5
votes

For a complex real-time Apache Storm topology I need aggregates of my data (stored in CassandraDB) for some computation steps. So far the data is queried when needed with CQL (Cassandra Query Language) and aggregated in a Storm bolt. That is a bit slow, so we want to have the data needed for the aggregation cached. Two option are on the table:

  • Put the data needed in an indexed Ignite Cache and sliding-window-query it from Storm. In this case we would only need one Cache and use different queries, depending on the aggregation.
  • Put the data in Cassandras in-memory, off-heap cache.

Argument for Ignite: We only need one indexed cache, while we would need one Cassandra table for each aggregation, for fast access. (Also ACID, but obviously we already live with CAP, so not a strong argument for our architects.)
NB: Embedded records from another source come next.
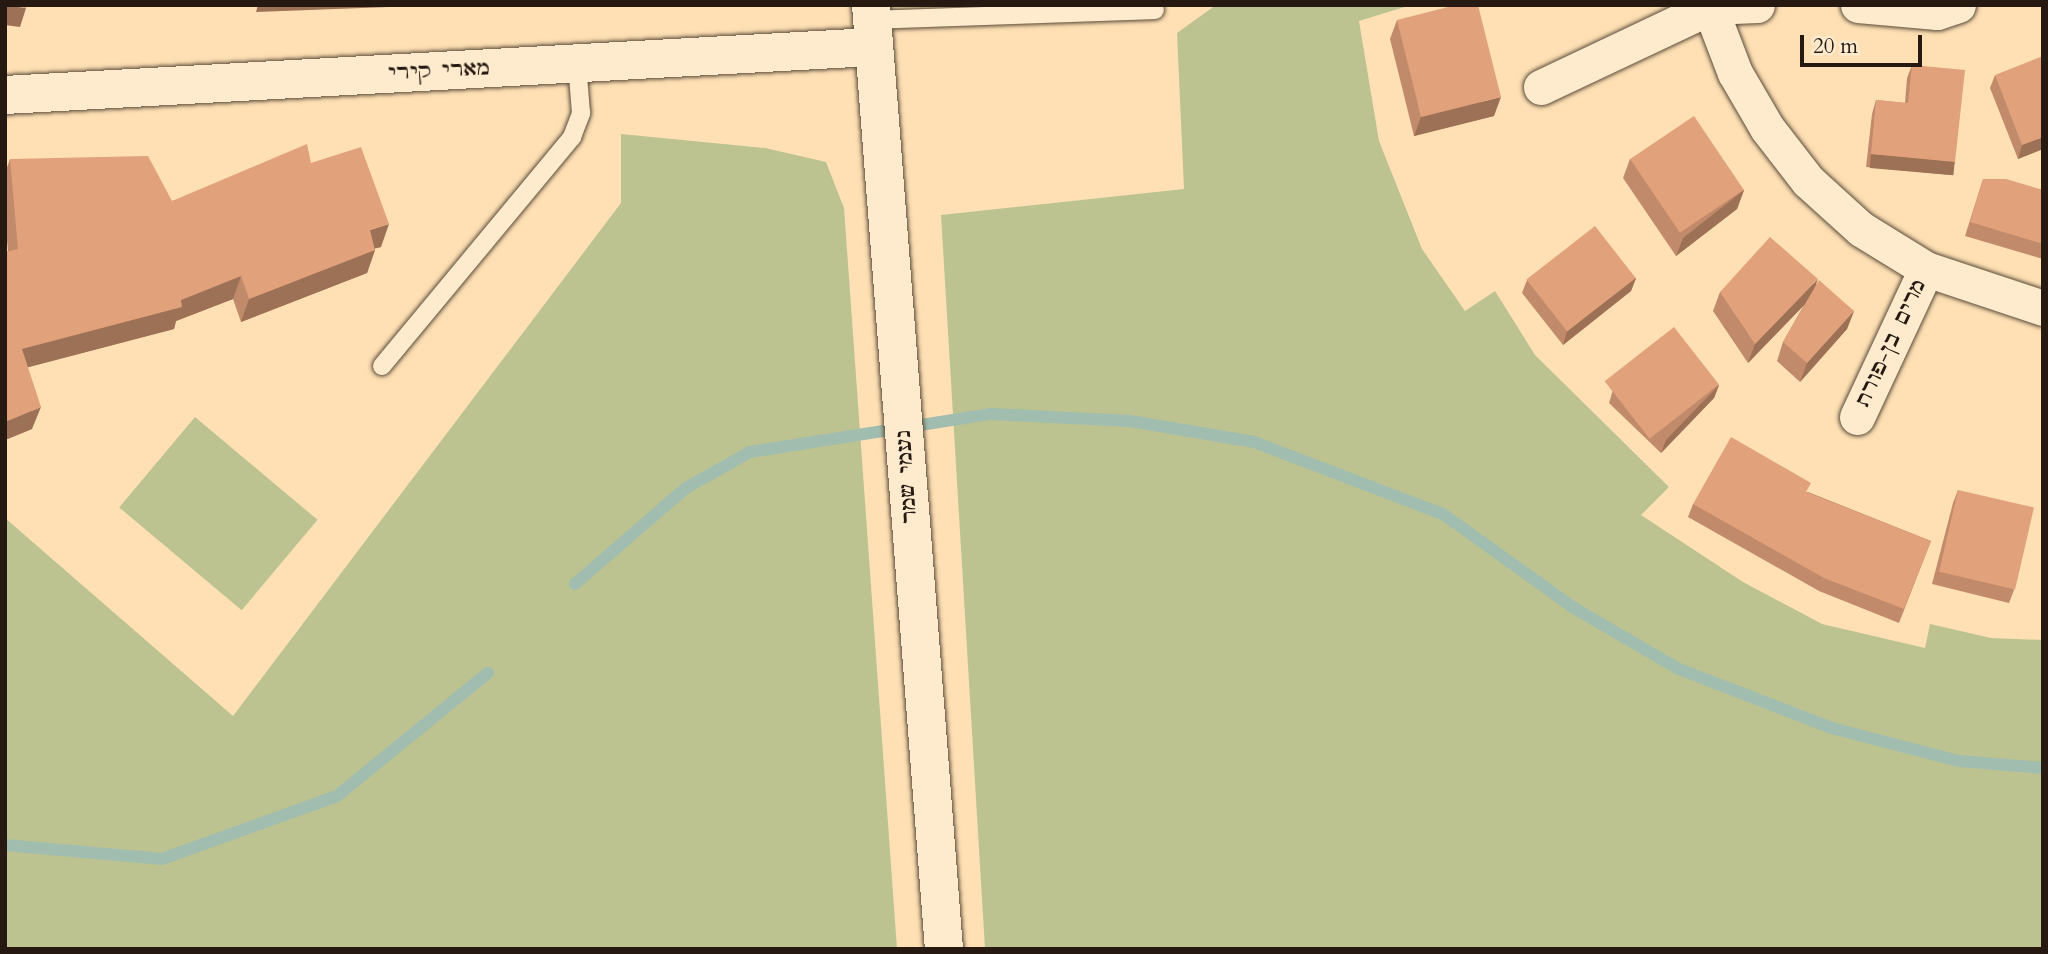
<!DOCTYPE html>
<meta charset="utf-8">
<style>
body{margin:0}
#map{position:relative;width:2048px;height:954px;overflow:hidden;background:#fee0b4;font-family:Cardo,"Frank Ruhl Libre",serif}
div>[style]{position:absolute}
.green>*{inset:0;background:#bcc390;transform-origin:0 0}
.stream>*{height:12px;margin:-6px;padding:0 6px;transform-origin:6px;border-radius:6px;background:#a0bdb0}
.roads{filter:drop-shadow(0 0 2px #5b4b3a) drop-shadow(0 0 2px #5b4b3a)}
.lane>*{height:18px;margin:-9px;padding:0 9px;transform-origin:9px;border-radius:9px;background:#feebce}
.street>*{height:35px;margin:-17.5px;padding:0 17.5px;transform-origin:17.5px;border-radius:17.5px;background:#feebce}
.secondary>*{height:38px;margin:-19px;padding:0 19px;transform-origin:19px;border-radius:19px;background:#feebce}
.wall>*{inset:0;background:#c18a6a}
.shaded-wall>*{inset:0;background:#9d7156;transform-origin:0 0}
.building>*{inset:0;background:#e0a17b;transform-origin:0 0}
span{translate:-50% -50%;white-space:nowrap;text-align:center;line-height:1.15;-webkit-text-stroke:5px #feebce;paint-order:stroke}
.street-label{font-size:21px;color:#251912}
.frame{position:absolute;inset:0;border:7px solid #251912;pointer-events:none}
.scale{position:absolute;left:1800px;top:35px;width:122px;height:32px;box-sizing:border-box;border:4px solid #251912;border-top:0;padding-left:9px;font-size:21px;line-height:24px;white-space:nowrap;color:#251912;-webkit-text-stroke:5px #feebce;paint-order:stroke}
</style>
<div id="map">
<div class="green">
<i style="clip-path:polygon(1216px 5px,1411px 5px,1359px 21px,1379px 141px,1422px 249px,1465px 311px,1495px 291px,1535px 355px,1669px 487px,1641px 515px,1743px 582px,1822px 624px,1925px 648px,1930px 624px,1991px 638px,2043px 640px,2043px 949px,985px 949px,941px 215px,1184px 189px,1177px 33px)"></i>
<i style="clip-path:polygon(621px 134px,765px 148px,826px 162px,844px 208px,897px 949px,5px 949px,5px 518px,233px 716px,621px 203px)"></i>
<i style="left:195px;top:417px;width:160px;height:118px;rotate:40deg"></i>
</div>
<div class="stream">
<i style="left:575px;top:584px;width:147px;rotate:-40.9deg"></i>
<i style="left:686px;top:488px;width:73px;rotate:-29.4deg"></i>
<i style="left:750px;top:452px;width:244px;rotate:-9deg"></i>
<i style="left:991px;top:414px;width:139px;rotate:2.9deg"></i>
<i style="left:1130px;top:421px;width:126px;rotate:9.6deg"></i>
<i style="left:1254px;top:442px;width:202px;rotate:20.9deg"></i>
<i style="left:1443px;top:514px;width:161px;rotate:35.7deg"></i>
<i style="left:1574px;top:608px;width:121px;rotate:30.2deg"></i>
<i style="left:1679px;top:669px;width:164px;rotate:21.1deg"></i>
<i style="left:1832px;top:728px;width:131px;rotate:14.6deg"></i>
<i style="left:1959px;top:761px;width:84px;rotate:4.8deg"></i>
<i style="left:5px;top:845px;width:158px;rotate:5.1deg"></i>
<i style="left:162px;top:859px;width:186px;rotate:-19.8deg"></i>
<i style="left:337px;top:796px;width:195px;rotate:-39.2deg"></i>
</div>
<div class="roads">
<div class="lane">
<i style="left:871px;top:20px;width:284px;rotate:-2deg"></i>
<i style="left:382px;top:366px;width:298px;rotate:-50.3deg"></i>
<i style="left:572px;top:137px;width:26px;rotate:-69deg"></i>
<i style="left:581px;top:113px;width:50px;rotate:-94.6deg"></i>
</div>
<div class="street">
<i style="left:1709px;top:5px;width:73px;rotate:69.1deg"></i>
<i style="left:1735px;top:73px;width:64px;rotate:59.8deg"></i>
<i style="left:1767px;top:128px;width:67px;rotate:52.3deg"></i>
<i style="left:1808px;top:181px;width:72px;rotate:42.2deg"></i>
<i style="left:1861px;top:229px;width:76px;rotate:31.6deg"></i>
<i style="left:1926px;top:269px;width:123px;rotate:18.4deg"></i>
<i style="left:1858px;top:5px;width:79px;rotate:5.1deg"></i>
<i style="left:1937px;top:12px;width:22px;rotate:-18deg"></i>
<i style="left:1541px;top:87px;width:187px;rotate:-25.3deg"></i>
<i style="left:1710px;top:7px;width:47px;rotate:-2.4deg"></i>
<i style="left:1857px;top:417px;width:163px;rotate:-65deg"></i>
</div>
<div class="secondary">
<i style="left:871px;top:5px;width:947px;rotate:85.58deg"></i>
<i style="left:5px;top:95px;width:868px;rotate:-3.17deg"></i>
</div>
</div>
<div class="wall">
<i style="clip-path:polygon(1397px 20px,1494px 116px,1414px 136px,1390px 39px)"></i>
<i style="clip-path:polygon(1912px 65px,1955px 162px,1951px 175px,1866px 167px,1872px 114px,1876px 100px,1905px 103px,1907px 78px)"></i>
<i style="clip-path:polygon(1995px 75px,2043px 149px,2018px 159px,1990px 88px)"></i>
<i style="clip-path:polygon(10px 159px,172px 201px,311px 163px,381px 247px,375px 248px,375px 250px,367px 273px,241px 322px,233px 299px,176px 321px,174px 329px,28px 367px,32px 429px,5px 440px,5px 252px,8px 251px,5px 218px,5px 173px)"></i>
<i style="clip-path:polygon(1630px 159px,1744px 190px,1737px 209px,1676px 256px,1623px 178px)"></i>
<i style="clip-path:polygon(1983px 179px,2043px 190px,2043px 259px,1965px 236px)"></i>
<i style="clip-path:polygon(1636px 278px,1631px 291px,1563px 345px,1522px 293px,1527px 280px)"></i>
<i style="clip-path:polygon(1816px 284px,1854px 311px,1847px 329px,1800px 382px,1777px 361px,1783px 342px,1804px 305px,1748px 363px,1713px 311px,1720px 292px)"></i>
<i style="clip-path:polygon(1719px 385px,1714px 398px,1661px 453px,1609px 403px,1613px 390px)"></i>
<i style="clip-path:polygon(1958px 490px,2014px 590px,2009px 603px,1932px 584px,1953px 503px)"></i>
<i style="clip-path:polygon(1808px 492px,1931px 541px,1899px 623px,1819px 591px,1688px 517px,1693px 504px)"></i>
</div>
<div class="shaded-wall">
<i style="clip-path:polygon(5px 5px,26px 8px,20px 27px,5px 25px)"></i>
<i style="clip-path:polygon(258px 5px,442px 5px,256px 12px)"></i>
<i style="clip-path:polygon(1501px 97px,1494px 116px,1414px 136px,1421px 117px)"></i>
<i style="clip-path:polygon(2043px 137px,2043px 149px,2018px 159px,2022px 145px)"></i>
<i style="left:1871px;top:154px;width:84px;height:14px;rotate:5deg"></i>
<i style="clip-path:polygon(1744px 190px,1737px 209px,1676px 256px,1683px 238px)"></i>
<i style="clip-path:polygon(389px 224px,381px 247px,362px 252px,370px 230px)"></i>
<i style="clip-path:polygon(375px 250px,367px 273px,241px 322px,249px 299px)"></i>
<i style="clip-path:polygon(241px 276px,233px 299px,176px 321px,174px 329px,14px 371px,22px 349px,181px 300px)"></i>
<i style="clip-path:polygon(1636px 278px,1631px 291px,1563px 345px,1567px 331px)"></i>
<i style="clip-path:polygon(1818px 279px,1811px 298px,1748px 363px,1755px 344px)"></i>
<i style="clip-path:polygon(1854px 311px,1847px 329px,1800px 382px,1807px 363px)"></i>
<i style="clip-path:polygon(1719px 385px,1714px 398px,1661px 453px,1666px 440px)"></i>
<i style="clip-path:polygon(41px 407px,32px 429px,5px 440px,5px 422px)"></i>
</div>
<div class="building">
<i style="clip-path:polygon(5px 5px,26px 5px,26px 8px)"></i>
<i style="clip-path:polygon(1456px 5px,1478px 5px,1501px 97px,1421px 117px,1397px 20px)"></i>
<i style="clip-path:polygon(2043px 56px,2043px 137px,2022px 145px,1995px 75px)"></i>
<i style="clip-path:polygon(1912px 65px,1965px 70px,1955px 162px,1871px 154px,1876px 100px,1908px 103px)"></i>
<i style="left:1694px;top:116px;width:89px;height:77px;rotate:56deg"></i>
<i style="clip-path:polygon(307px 144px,311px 163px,361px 147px,389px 224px,370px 230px,375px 250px,249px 299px,241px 276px,181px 300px,182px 307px,22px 349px,41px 407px,5px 422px,5px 252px,18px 249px,10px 159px,148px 156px,172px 201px)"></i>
<i style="clip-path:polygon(1983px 179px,2006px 179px,2043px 190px,2043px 244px,1970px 222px)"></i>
<i style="left:1595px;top:226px;width:66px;height:87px;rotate:52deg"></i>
<i style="clip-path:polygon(1770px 237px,1818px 279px,1755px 344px,1720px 292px)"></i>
<i style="clip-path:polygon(1819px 280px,1854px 311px,1807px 363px,1783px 342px)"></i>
<i style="left:1674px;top:327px;width:73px;height:88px;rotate:52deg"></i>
<i style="clip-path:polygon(1731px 437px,1811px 483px,1806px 492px,1931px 541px,1904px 609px,1824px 578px,1693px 504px)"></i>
<i style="left:1958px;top:490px;width:78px;height:84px;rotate:13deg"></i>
</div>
<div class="street-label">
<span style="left:439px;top:71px;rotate:-3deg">מארי קירי</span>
<span style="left:1891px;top:343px;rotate:-65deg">מרים בן-פורת</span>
<span style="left:907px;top:477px;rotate:-94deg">נעמי שמר</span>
</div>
<div class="frame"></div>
<div class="scale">20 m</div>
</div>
Argument for Cassandra: We don't need to introduce a new technology.

But: What about speed? How fast would an indexed Ignite cache be compared to an optimized (= own table for each query) in-memory Cassandra?

1

1 Answers

0
votes

I believe that in-memory indexed SQL in Ignite would be faster than Cassandra CQL queries. Apache Ignite is ANSI-99 SQL compatible, so you should be able to do all sorts of aggregations, joins, order by, group by, etc.

I will raise a point within the Ignite community to see if Cassandra CQL could be benchmarked against Ignite SQL. When done, will post the results here.